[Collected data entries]
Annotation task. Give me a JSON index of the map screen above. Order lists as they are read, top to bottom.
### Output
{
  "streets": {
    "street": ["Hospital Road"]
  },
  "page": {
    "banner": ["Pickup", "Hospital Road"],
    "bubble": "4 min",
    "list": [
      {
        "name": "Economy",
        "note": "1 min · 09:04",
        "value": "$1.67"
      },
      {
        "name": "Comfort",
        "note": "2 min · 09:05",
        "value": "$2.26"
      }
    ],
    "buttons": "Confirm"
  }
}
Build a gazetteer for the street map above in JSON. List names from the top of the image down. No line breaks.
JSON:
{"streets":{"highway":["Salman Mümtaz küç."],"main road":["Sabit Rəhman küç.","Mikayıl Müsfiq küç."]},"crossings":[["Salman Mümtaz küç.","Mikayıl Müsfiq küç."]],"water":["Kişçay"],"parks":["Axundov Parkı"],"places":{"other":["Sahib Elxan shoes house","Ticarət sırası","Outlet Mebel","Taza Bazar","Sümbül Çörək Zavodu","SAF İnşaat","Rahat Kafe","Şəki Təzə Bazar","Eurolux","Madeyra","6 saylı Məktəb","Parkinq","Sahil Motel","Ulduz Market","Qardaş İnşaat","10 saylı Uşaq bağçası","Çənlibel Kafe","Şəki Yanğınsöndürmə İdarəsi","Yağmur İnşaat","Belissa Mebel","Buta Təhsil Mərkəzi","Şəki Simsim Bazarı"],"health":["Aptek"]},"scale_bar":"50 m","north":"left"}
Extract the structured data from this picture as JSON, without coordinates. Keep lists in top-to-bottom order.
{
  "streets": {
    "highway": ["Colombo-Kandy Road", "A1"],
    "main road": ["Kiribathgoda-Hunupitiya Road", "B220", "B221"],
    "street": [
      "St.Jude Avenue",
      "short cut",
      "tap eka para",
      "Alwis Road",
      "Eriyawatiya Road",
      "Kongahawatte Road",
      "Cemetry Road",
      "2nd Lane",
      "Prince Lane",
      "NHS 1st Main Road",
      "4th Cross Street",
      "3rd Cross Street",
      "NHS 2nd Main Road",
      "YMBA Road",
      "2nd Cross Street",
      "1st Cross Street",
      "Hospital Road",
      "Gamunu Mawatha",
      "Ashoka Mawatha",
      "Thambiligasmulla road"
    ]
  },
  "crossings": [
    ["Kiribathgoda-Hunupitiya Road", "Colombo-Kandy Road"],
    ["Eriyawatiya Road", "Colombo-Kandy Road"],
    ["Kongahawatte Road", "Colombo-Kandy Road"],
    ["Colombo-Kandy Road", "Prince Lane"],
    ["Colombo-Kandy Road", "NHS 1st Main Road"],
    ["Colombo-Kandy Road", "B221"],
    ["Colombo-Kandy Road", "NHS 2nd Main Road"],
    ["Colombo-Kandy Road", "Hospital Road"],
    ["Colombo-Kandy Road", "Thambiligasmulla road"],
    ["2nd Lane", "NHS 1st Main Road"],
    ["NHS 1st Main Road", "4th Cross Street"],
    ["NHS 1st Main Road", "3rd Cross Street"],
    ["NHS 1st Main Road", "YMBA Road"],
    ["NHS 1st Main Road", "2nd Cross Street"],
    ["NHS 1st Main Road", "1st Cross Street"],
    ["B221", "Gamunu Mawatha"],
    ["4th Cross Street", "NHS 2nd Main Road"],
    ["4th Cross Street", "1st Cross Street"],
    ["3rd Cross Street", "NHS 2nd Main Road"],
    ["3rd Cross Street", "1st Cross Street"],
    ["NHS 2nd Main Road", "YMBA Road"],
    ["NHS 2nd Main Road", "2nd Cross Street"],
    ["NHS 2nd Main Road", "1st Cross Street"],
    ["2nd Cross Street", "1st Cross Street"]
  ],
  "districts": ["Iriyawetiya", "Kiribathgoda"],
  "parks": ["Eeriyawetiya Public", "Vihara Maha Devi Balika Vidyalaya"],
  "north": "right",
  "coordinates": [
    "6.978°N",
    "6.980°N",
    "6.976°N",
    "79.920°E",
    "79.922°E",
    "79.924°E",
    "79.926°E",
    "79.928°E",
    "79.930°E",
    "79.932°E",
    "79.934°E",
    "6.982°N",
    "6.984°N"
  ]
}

**ASSIGNMENT:**
Nothing but the lines from the top of the entries above through the line with "Build a gazetteer" should be set down, each exactly as written.

**EXERCISE RESULT:**
Annotation task. Give me a JSON index of the map screen above. Order lists as they are read, top to bottom.
### Output
{
  "streets": {
    "street": ["Hospital Road"]
  },
  "page": {
    "banner": ["Pickup", "Hospital Road"],
    "bubble": "4 min",
    "list": [
      {
        "name": "Economy",
        "note": "1 min · 09:04",
        "value": "$1.67"
      },
      {
        "name": "Comfort",
        "note": "2 min · 09:05",
        "value": "$2.26"
      }
    ],
    "buttons": "Confirm"
  }
}
Build a gazetteer for the street map above in JSON. List names from the top of the image down. No line breaks.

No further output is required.